• _What you have to do_
Exactly the lines from the start of the data below through the line containing "2px #695039) drop-shadow(0" must be returned, and no others.

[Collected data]
Segment Open
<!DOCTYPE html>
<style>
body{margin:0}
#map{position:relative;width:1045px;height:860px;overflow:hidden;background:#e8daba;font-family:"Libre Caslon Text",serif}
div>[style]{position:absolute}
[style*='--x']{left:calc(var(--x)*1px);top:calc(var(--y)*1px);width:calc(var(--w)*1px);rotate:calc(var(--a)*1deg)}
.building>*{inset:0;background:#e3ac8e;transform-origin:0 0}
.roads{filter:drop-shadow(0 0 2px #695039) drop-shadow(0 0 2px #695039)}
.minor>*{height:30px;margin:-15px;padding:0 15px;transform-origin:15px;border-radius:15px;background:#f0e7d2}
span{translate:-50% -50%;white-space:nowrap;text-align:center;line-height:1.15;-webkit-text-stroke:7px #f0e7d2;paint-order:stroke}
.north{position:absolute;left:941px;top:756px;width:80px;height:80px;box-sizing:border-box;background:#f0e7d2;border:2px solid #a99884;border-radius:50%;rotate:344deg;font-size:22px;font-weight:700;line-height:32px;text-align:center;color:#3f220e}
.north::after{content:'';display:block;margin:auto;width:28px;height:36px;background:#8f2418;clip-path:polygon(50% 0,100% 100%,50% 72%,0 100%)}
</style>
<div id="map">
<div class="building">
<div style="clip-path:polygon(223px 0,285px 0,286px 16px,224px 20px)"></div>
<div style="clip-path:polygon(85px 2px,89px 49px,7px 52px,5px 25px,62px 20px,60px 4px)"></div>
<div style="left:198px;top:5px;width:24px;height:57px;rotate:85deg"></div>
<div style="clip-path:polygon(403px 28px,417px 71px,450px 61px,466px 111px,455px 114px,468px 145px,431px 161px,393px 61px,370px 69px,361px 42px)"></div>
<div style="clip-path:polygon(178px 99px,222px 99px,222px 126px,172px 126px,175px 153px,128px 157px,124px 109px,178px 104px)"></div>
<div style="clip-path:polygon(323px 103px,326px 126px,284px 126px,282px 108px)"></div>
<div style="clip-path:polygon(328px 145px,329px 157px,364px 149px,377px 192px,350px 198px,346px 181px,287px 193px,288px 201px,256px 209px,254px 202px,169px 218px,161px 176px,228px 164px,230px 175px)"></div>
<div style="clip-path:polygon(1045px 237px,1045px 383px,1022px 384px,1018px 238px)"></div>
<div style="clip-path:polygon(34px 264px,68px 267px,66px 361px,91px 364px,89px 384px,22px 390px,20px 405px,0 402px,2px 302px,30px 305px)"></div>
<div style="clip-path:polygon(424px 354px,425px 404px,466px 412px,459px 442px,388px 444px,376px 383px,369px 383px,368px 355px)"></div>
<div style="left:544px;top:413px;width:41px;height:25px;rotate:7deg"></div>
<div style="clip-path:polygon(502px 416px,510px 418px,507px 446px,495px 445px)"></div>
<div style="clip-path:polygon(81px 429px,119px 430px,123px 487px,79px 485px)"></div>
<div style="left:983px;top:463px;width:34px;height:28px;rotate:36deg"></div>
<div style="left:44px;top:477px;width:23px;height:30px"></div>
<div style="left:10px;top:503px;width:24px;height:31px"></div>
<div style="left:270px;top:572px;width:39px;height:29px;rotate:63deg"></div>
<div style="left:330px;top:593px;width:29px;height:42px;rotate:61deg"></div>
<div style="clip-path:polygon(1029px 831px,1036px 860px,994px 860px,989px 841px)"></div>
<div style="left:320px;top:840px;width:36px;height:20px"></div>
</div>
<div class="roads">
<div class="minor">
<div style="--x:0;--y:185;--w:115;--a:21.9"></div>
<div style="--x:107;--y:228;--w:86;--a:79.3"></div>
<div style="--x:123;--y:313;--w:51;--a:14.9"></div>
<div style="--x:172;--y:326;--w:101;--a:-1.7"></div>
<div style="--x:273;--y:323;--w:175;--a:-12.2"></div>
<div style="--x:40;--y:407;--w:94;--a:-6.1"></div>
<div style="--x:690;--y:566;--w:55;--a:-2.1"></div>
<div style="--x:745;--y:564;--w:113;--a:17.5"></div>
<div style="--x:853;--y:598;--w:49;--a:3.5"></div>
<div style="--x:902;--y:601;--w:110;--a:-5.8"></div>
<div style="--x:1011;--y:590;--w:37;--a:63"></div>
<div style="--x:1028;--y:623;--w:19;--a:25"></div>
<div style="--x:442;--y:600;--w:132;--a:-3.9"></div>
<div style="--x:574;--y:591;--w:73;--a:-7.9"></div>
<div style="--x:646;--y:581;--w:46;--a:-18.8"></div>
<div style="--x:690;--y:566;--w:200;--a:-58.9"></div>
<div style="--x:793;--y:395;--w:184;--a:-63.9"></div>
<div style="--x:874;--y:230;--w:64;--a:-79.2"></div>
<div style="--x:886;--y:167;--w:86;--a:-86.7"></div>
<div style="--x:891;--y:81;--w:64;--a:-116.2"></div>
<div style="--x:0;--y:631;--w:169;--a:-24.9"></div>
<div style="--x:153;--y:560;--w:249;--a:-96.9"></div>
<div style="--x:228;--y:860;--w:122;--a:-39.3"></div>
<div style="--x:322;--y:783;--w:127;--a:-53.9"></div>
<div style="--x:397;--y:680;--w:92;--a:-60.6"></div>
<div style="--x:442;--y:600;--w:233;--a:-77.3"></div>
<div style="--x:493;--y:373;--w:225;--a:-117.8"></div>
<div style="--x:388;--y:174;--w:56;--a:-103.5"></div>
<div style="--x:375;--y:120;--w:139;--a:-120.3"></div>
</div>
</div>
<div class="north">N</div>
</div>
Segment Closed
• _Solved problem_
<!DOCTYPE html>
<style>
body{margin:0}
#map{position:relative;width:1045px;height:860px;overflow:hidden;background:#e8daba;font-family:"Libre Caslon Text",serif}
div>[style]{position:absolute}
[style*='--x']{left:calc(var(--x)*1px);top:calc(var(--y)*1px);width:calc(var(--w)*1px);rotate:calc(var(--a)*1deg)}
.building>*{inset:0;background:#e3ac8e;transform-origin:0 0}
.roads{filter:drop-shadow(0 0 2px #695039) drop-shadow(0 0 2px #695039)}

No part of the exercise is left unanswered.